Ahok Tertawa, Anies Menyengat dalam Debat Cagub Mata Najwa

Format debat yang dekat dan hangat menghasilkan perbincangan bermutu tentang program-program pembangunan Jakarta.

Ahok Tertawa, Anies Menyengat dalam Debat Cagub Mata Najwa
Basuki Tjahaja Purnama menyampaikan pendapatnya dalam Debat Cagub Mata Najwa, Senin, (27/3). Tirto.id/Andrey Gromico

tirto.id - Pertemuan Basuki "Ahok" Tjahaja Purnama dan Anies Baswedan dalam Debat Cagub Mata Najwa kemarin malam (27/3) bisa menyodorkan pemahaman lebih mendalam tentang sejumlah program calon pemimpin (pemilih) Jakarta.

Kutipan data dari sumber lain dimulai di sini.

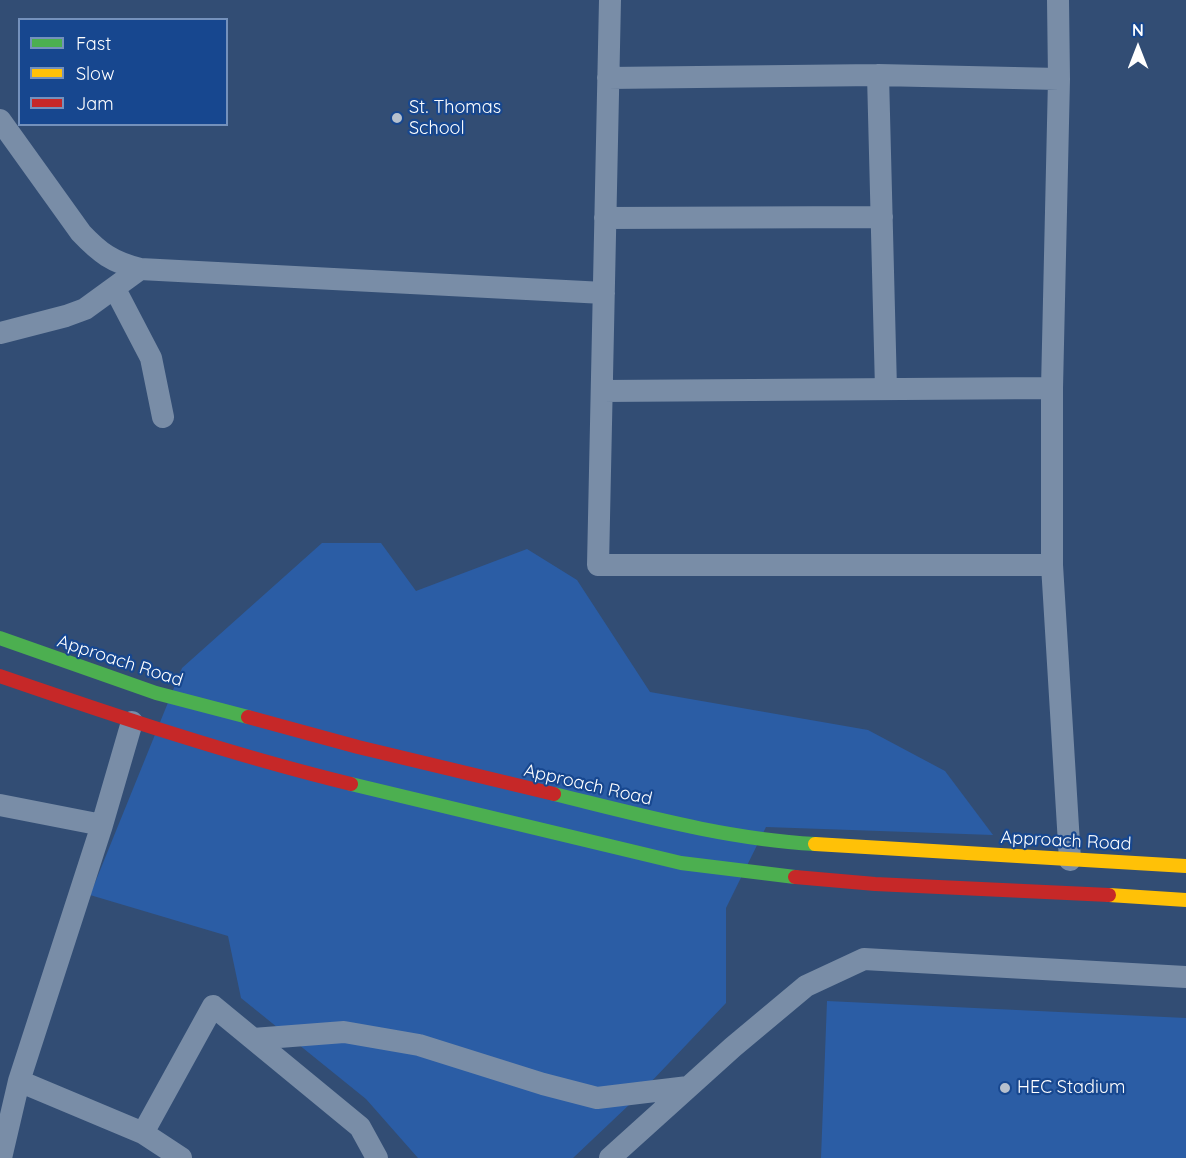 <!DOCTYPE html>
<html>
<head>
<meta charset="utf-8">
<style>
  body { margin:0 }
  #map { position:relative; width:1186px; height:1158px; overflow:hidden; background:#324d74; font-family:Quicksand,sans-serif }
  canvas { display:block }
  .legend { position:absolute; left:18px; top:18px; width:210px; height:108px; box-sizing:border-box; background:#17478f; border:2px solid #7491bc; margin:0; padding:8px 10px; list-style:none; font-size:18px; color:#fff }
  .legend li { display:flex; align-items:center; gap:12px; height:30px }
  .legend b { width:30px; border:2px solid #7491bc }
  .north { position:absolute; left:1108px; top:18px; width:60px; height:60px; -webkit-text-stroke:4px #17478f; paint-order:stroke; rotate:0deg; font-size:16px; font-weight:700; line-height:24px; text-align:center; color:#fff }
  .north::after { content:''; display:block; margin:auto; width:21px; height:27px; background:#fff; clip-path:polygon(50% 0,100% 100%,50% 72%,0 100%) }
</style>
</head>
<body>
<div id="map">
<canvas width="1186" height="1158"></canvas>
<ul class="legend">
<li><b style="height:8px;background:#4caf50"></b>Fast</li>
<li><b style="height:8px;background:#ffc107"></b>Slow</li>
<li><b style="height:8px;background:#c62828"></b>Jam</li>
</ul>
<div class="north">N</div>
</div>
<script>
const ctx = document.querySelector('canvas').getContext('2d');
ctx.lineJoin = 'round';
function fill(path, color) { ctx.fillStyle = color; ctx.fill(path, 'evenodd'); }
function stroke(path, color, width, dash) { ctx.strokeStyle = color; ctx.lineWidth = width; ctx.lineCap = dash ? 'butt' : 'round'; ctx.setLineDash(dash || []); ctx.stroke(path); }
function label(font, color, halo, rows, align = 'center') {
  ctx.font = font + ' Quicksand,sans-serif'; ctx.lineWidth = 4.5; ctx.setLineDash([]); ctx.textBaseline = 'middle'; ctx.strokeStyle = halo; ctx.fillStyle = color; for (const [text, x, y, turn = 0] of rows) {
    ctx.save(); ctx.translate(x, y); ctx.rotate((+turn || 0) * Math.PI / 180); ctx.textAlign = isNaN(turn) ? turn : align; if (halo) ctx.strokeText(text, 0, 0); ctx.fillText(text, 0, 0); ctx.restore();
  }
}
const green = new Path2D(`
  M322 543H381L416 591 527 549 577 580 650 692 868 730 945 771 993 835 766 827 726 908V1003L630 1104 573 1158H418L366 1099 241 998 228 936 90 895 182 668Z
  M827 1001 1186 1018V1158H821Z`);
const street = new Path2D(`
  M610 0 598 565H1052
  M1058 0 1059 79 1052 388V565L1070 860
  M878 75 886 389
  M608 78 878 75 1059 79
  M0 120 81 233C100 253 112 262 140 269L604 293
  M605 218 882 217
  M115 289 151 358 163 417
  M0 333 66 316 85 309 140 269
  M602 391 1052 388
  M0 805 102 825
  M253 1039 344 1032 419 1045 543 1084 597 1098 688 1087
  M19 1081 143 1133 181 1158
  M143 1133 213 1006 360 1127 377 1158
  M1 1158 19 1081 102 825 132 722
  M610 1158 733 1047 806 986 864 959 1186 977`);
const fast = new Path2D(`
  M0 638 156 693 248 717
  M351 784 681 863 795 877
  M554 794C640 815 726 839 815 844`);
const slow = new Path2D(`
  M815 844 1186 866
  M1109 895 1186 900`);
const jam = new Path2D(`
  M0 676C116 716 232 755 351 784
  M248 717 358 747 554 794
  M795 877 875 884 1109 895`);
const markers = [
  [397,118,6,"#b7c1ce"],
  [1005,1088,6,"#b7c1ce"]
];
const poiNames = [
  ["St. Thomas",409,108],
  ["School",409,129],
  ["HEC Stadium",1017,1088]
];
const streetNames = [
  ["Approach Road",120,661,18],
  ["Approach Road",588,785,13],
  ["Approach Road",1066,841,3]
];
fill(green, '#2b5da5');
stroke(street, '#798da7', 22);
stroke(fast, '#4caf50', 14);
stroke(slow, '#ffc107', 14);
stroke(jam, '#c62828', 14);
for (const [x, y, r, color] of markers) { const dot = new Path2D(); dot.arc(x, y, r, 0, 2 * Math.PI); ctx.fillStyle = color; ctx.fill(dot); stroke(dot, '#17478f', 2); }
label('18px', '#fff', '#17478f', poiNames, 'left');
label('18px', '#fff', '#17478f', streetNames);
</script>
</body>
</html>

Tidak hanya keduanya mengupas program dan keberpihakan, tapi juga bisa melihat bagaimana Ahok dan Anies memandang permasalahan Jakarta secara lebih mendetil. (Lihat dokumentasi kami soal lalu-lalang debat mereka dalam "Duel di Kedoya")

Ini penting mengingat selama tiga kali debat resmi oleh KPU DKI dalam putaran perdana Pilkada Jakarta, dengan durasi waktu terbatas serta keriuhan para pendukung, kita memang baru disodorkan pengenalan program. Sesudah hasil putaran pertama menyingkirkan Agus Harimurti Yudhoyono serta menyisakan Ahok dan Anies, debat permulaan non-resmi dalam acara 'Mata Najwa' menghadirkan pertanyaan dan konfirmasi atas pelbagai program para kandidat dalam salah satu Pilkada 2017 terlama, yang sudah berjalan selama enam bulan terakhir. Meski, berdasarkan pantauan kami di Twitter, respons warga internet datar saja betapapun sempat jadi tren percakapan.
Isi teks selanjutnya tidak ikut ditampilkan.